TASK BRIEF >> Return every entry exactly as written.

PROVIDED MATERIAL >>
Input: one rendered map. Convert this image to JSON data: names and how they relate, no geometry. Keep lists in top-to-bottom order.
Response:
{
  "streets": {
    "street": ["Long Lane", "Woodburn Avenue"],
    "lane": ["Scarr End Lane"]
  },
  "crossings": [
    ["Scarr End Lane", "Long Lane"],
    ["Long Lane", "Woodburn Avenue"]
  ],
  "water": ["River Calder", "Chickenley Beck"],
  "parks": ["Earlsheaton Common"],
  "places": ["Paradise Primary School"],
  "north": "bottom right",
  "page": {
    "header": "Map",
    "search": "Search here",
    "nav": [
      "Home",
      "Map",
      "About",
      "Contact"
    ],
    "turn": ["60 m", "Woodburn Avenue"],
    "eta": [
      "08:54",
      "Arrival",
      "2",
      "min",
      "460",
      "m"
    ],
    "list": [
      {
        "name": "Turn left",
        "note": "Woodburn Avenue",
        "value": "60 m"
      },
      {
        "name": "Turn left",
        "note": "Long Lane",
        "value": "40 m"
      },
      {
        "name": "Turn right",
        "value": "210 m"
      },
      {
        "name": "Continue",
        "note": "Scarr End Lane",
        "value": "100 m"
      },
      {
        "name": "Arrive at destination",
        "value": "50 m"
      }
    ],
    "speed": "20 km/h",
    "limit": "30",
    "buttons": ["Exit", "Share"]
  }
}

EXERCISE OUTPUT >>
Input: one rendered map. Convert this image to JSON data: names and how they relate, no geometry. Keep lists in top-to-bottom order.
Response:
{
  "streets": {
    "street": ["Long Lane", "Woodburn Avenue"],
    "lane": ["Scarr End Lane"]
  },
  "crossings": [
    ["Scarr End Lane", "Long Lane"],
    ["Long Lane", "Woodburn Avenue"]
  ],
  "water": ["River Calder", "Chickenley Beck"],
  "parks": ["Earlsheaton Common"],
  "places": ["Paradise Primary School"],
  "north": "bottom right",
  "page": {
    "header": "Map",
    "search": "Search here",
    "nav": [
      "Home",
      "Map",
      "About",
      "Contact"
    ],
    "turn": ["60 m", "Woodburn Avenue"],
    "eta": [
      "08:54",
      "Arrival",
      "2",
      "min",
      "460",
      "m"
    ],
    "list": [
      {
        "name": "Turn left",
        "note": "Woodburn Avenue",
        "value": "60 m"
      },
      {
        "name": "Turn left",
        "note": "Long Lane",
        "value": "40 m"
      },
      {
        "name": "Turn right",
        "value": "210 m"
      },
      {
        "name": "Continue",
        "note": "Scarr End Lane",
        "value": "100 m"
      },
      {
        "name": "Arrive at destination",
        "value": "50 m"
      }
    ],
    "speed": "20 km/h",
    "limit": "30",
    "buttons": ["Exit", "Share"]
  }
}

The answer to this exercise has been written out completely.